TEMPTATIONS OF A MONK is this kind of film. It's difficult to decipher, though, if this film is an attack on an old fashioned, ineffective system of politics, or just a simple story of a man, who failed in life and decided to become a monk, and his past keeps trying to show up and get him back to his old life.

Fortunately, in this film, the new attitude, that is, the old past is dead, survives, even if it takes an old man to do it for the younger one, in what is a very ironic twist of fate and story, but a rather satisfying one.

The thought that this film adds to the mix, is that not every old person is stuck on the past. In fact, some elders are also hipper than the younger ones, who have chivalric ideas and lifestyles, where ego and tradition tend to live. Though the old man is stuck on this as well, at least his hermetic style, presumably, adds a more civil understanding of the life any individual ought to take. The old man makes the point that the social scheme ( sort of, anyway ) is a trap for everyone except the person itself.

This is a really good film, given that the exposition of the situation is odd, and perhaps unusual. But we do find that one samurai, failed in his attempt to save his master and as he feels failed he has to leave the place where he lives or he will live forever in shame. He figures that he will add his services somewhere else. However, he finds an isolated space, where an older man lives, and they strike up a friendship. From this point on, the samurai begins tackling his past. And it comes to him in all sort of manners and fashions, until, towards the end, it comes in the form of a sexual encounter with a woman he used to love very much. And it is here that the old man interferes.

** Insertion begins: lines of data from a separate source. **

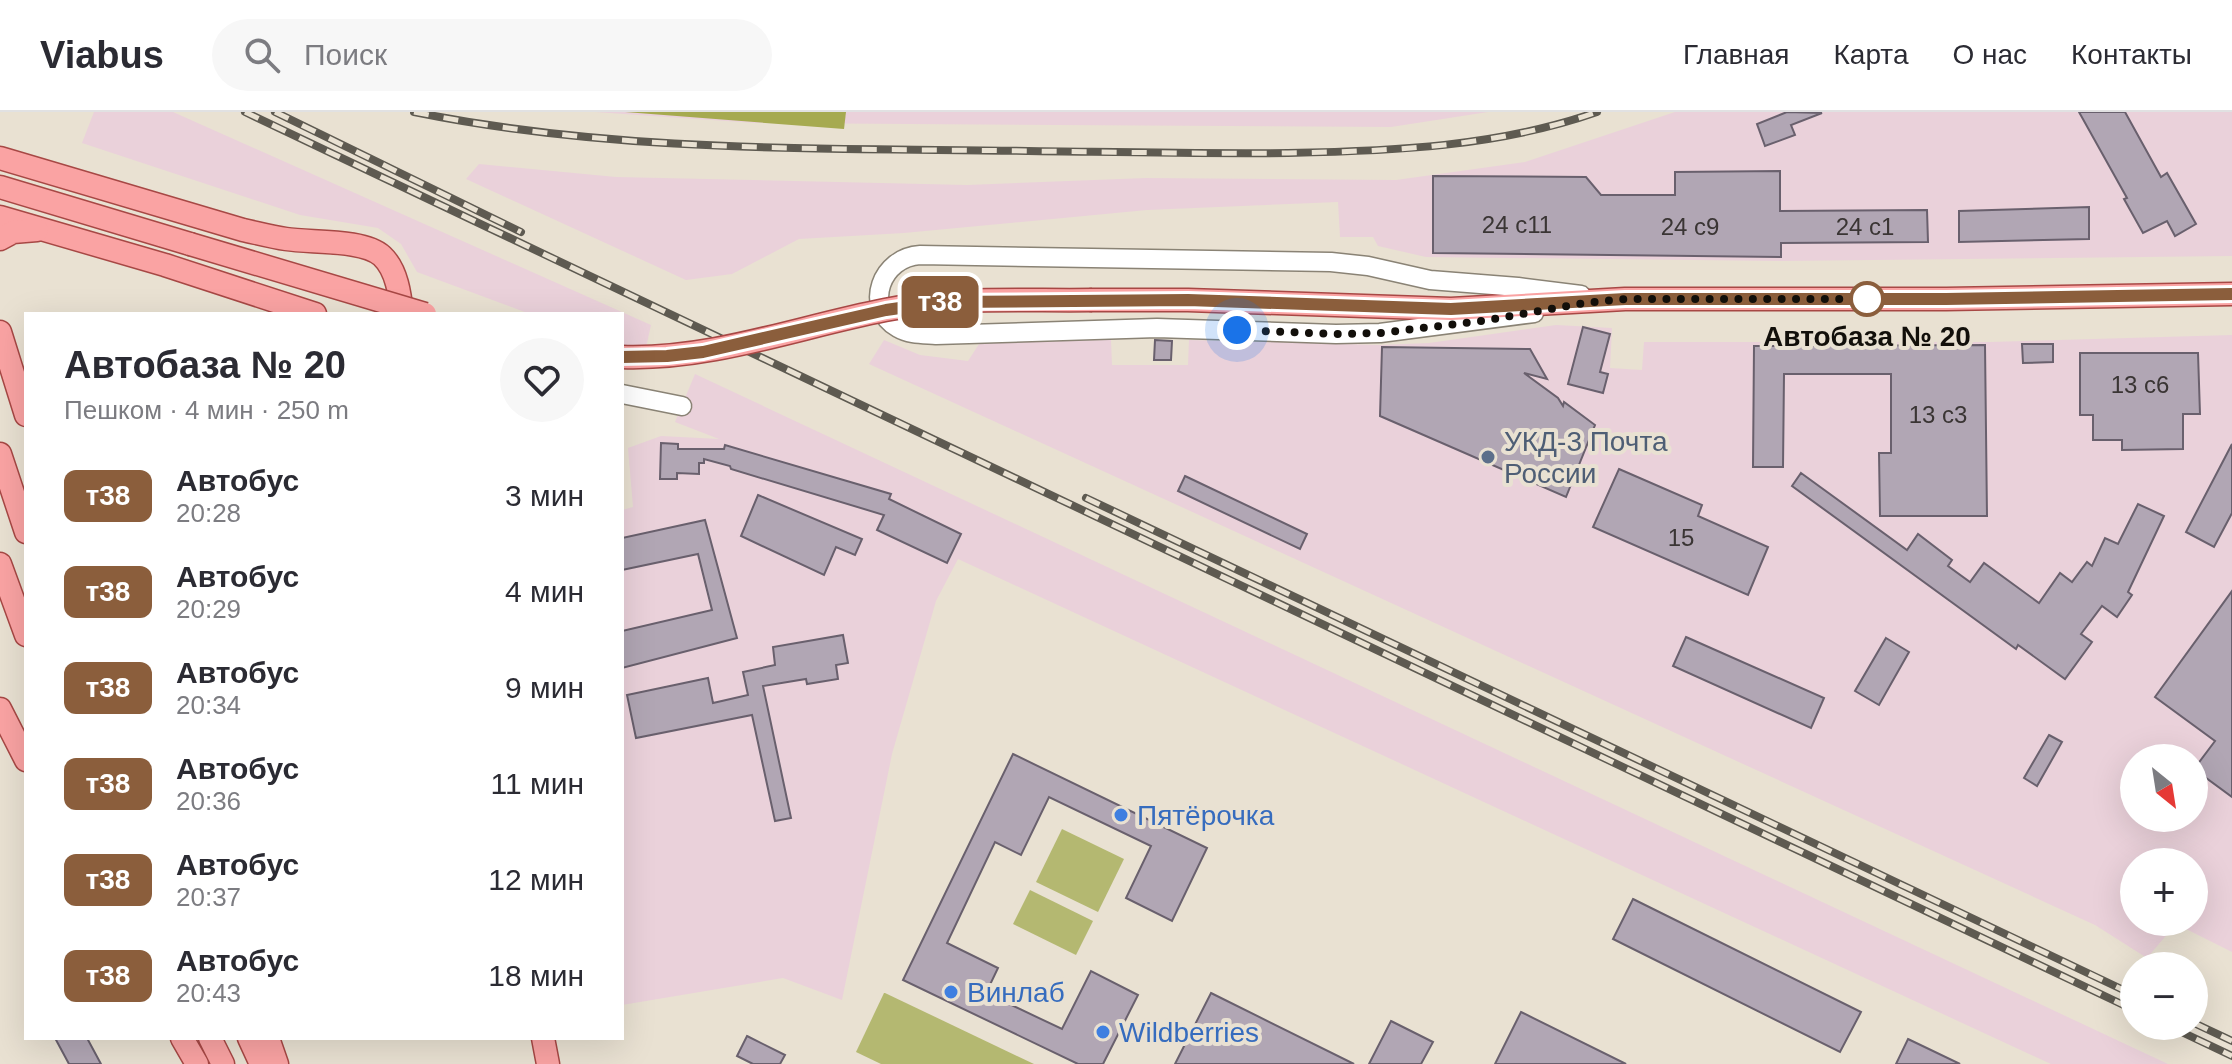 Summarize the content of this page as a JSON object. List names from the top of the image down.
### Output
{
  "places": [
    "Автобаза № 20",
    "УКД-3 Почта России",
    "Пятёрочка",
    "Винлаб",
    "Wildberries"
  ],
  "lines": ["bus line т38"],
  "house_numbers": [
    "24 с11",
    "24 с9",
    "24 с1",
    "13 с6",
    "13 с3",
    "15"
  ],
  "north": "bottom right",
  "page": {
    "header": "Viabus",
    "search": "Поиск",
    "nav": [
      "Главная",
      "Карта",
      "О нас",
      "Контакты"
    ],
    "on_map": "т38",
    "heading": ["Автобаза № 20", "Пешком · 4 мин · 250 m"],
    "list": [
      {
        "mark": "т38",
        "name": "Автобус",
        "note": "20:28",
        "value": "3 мин"
      },
      {
        "mark": "т38",
        "name": "Автобус",
        "note": "20:29",
        "value": "4 мин"
      },
      {
        "mark": "т38",
        "name": "Автобус",
        "note": "20:34",
        "value": "9 мин"
      },
      {
        "mark": "т38",
        "name": "Автобус",
        "note": "20:36",
        "value": "11 мин"
      },
      {
        "mark": "т38",
        "name": "Автобус",
        "note": "20:37",
        "value": "12 мин"
      },
      {
        "mark": "т38",
        "name": "Автобус",
        "note": "20:43",
        "value": "18 мин"
      }
    ],
    "map_buttons": ["+", "−"]
  }
} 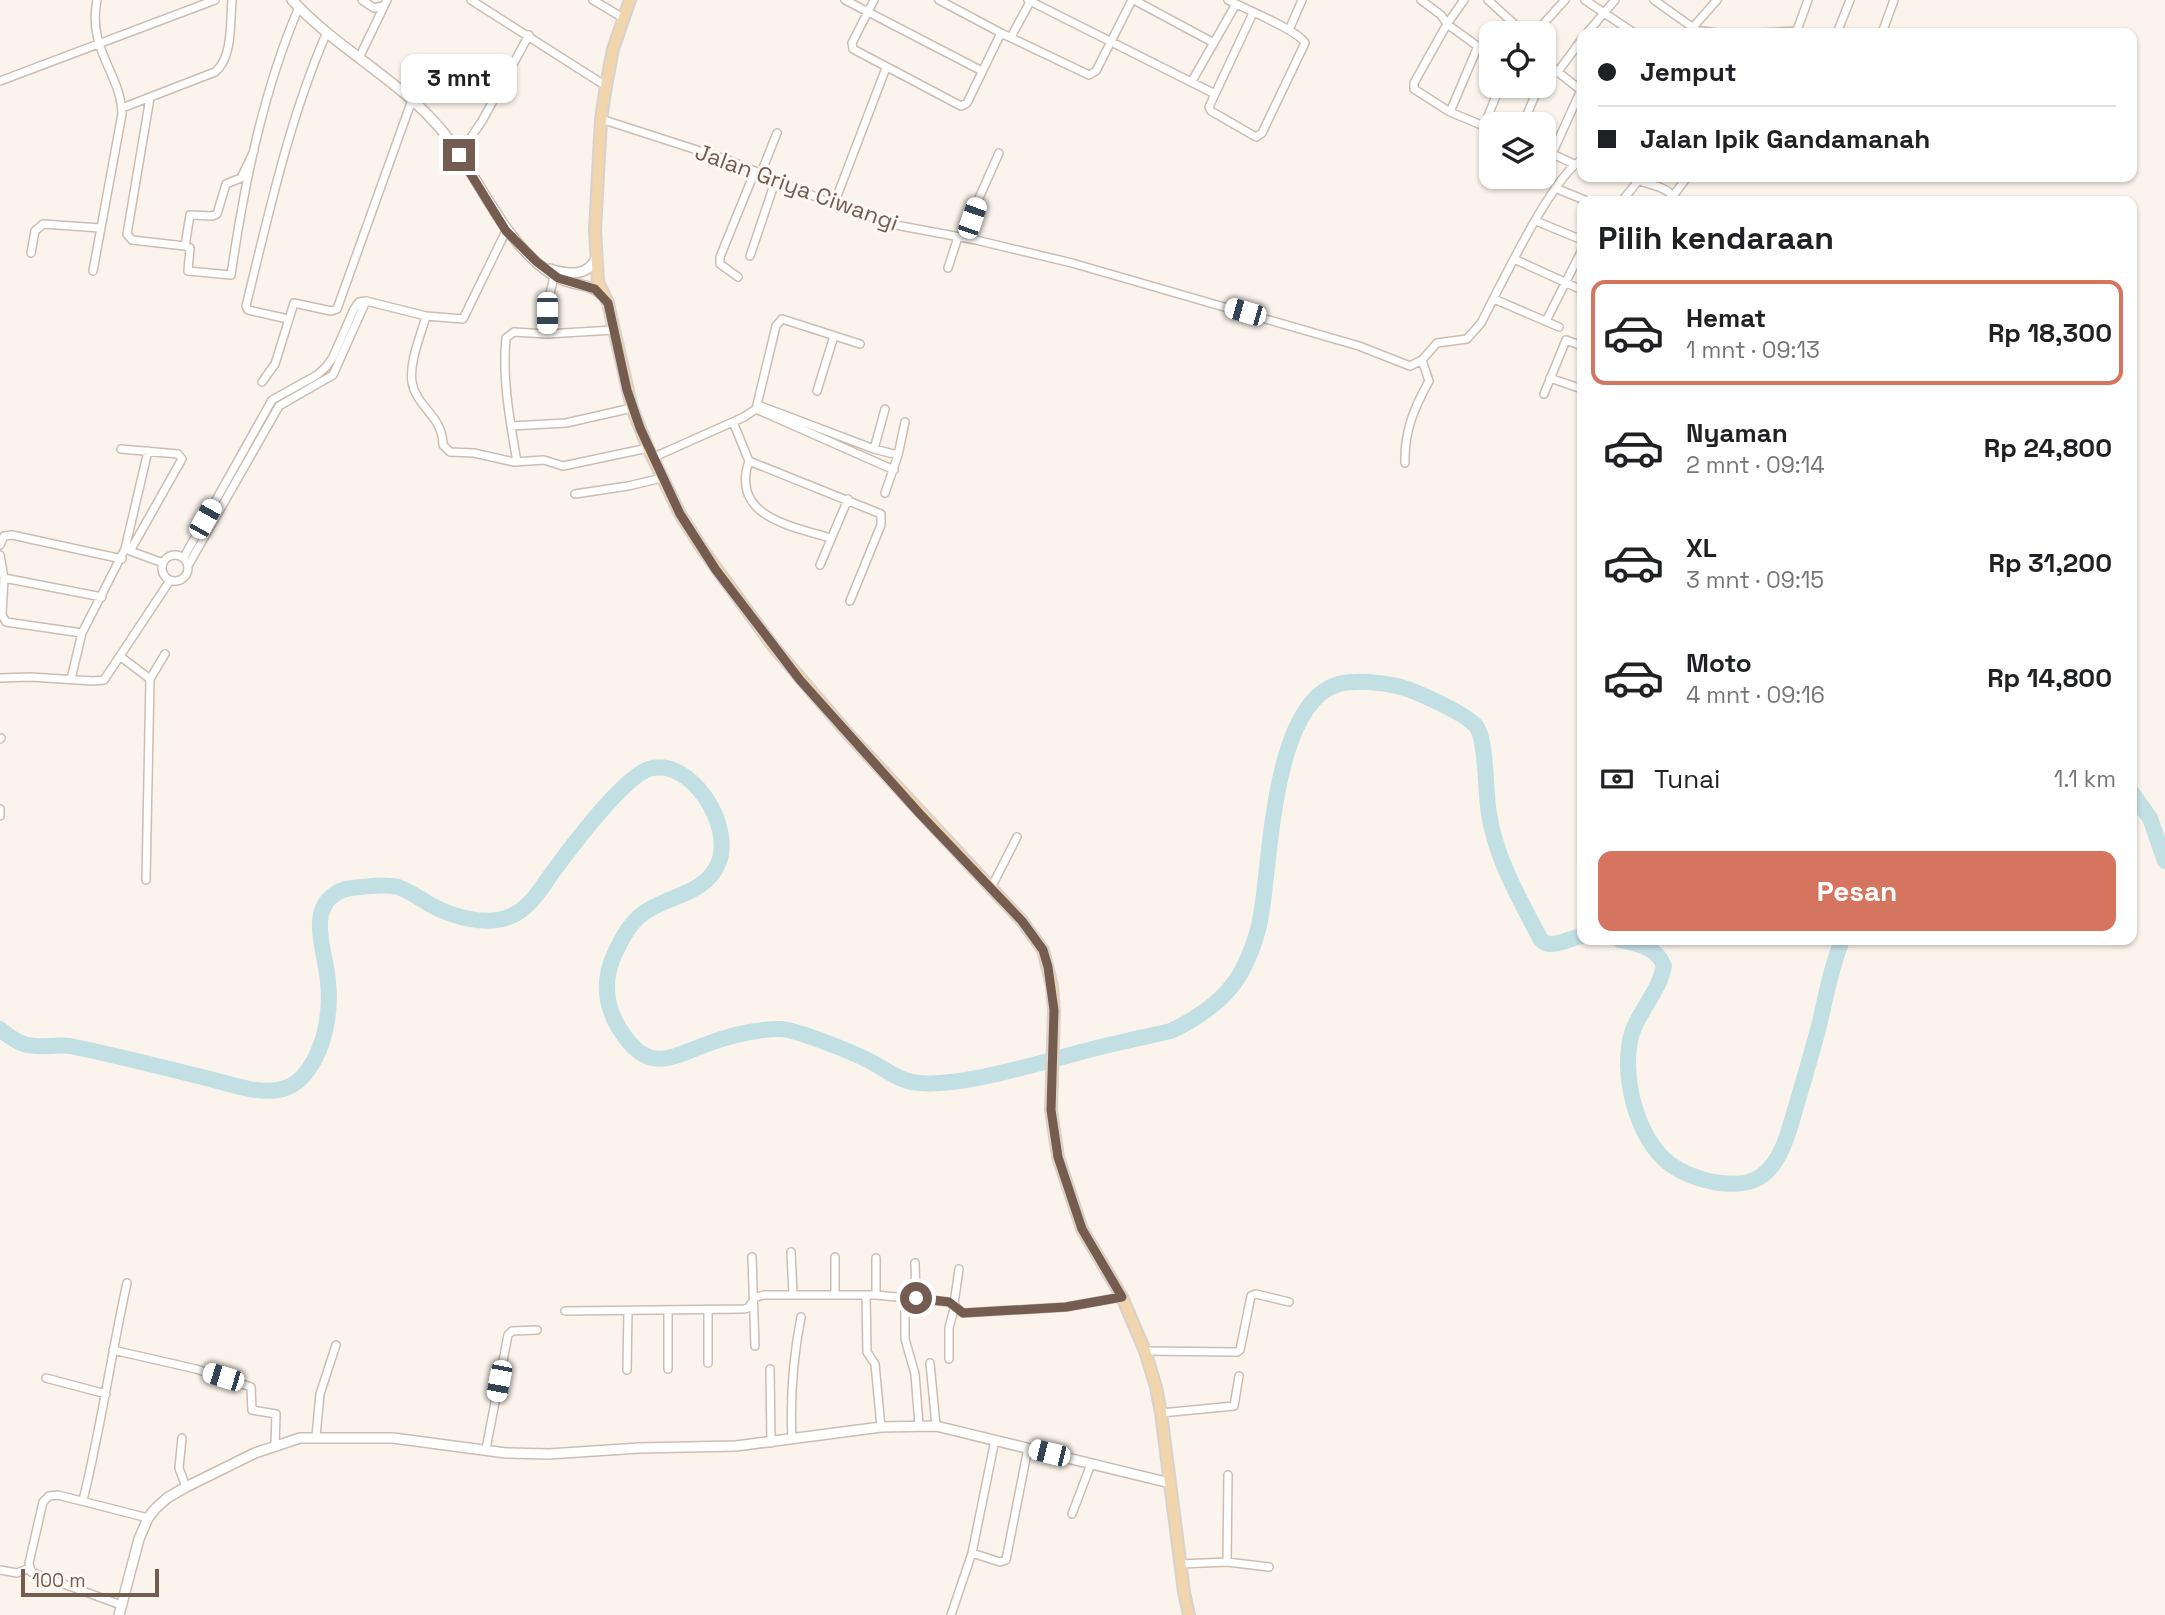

One may think of this as inhuman, or not correct, but as an allegory, it is excellent. Just about everything had failed to get the old samurai back, except a woman. And it takes the religious minded person to show the new monk that the social trappings of sex can be maniacal, and downright ugly. The film ends here, in another peaceful outdoor setting, without making any more statements.

Making up your mind, in this film is not easy. Perhaps I see more into it. But it is a nice film, that speaks bundles, and these statements are very subtle. But one thing is for sure. There certainly is more than one voice saying, in China, these days that the past needs to be buried and that a new life is needed. And this may be the under current that undoes the Communist hold in China.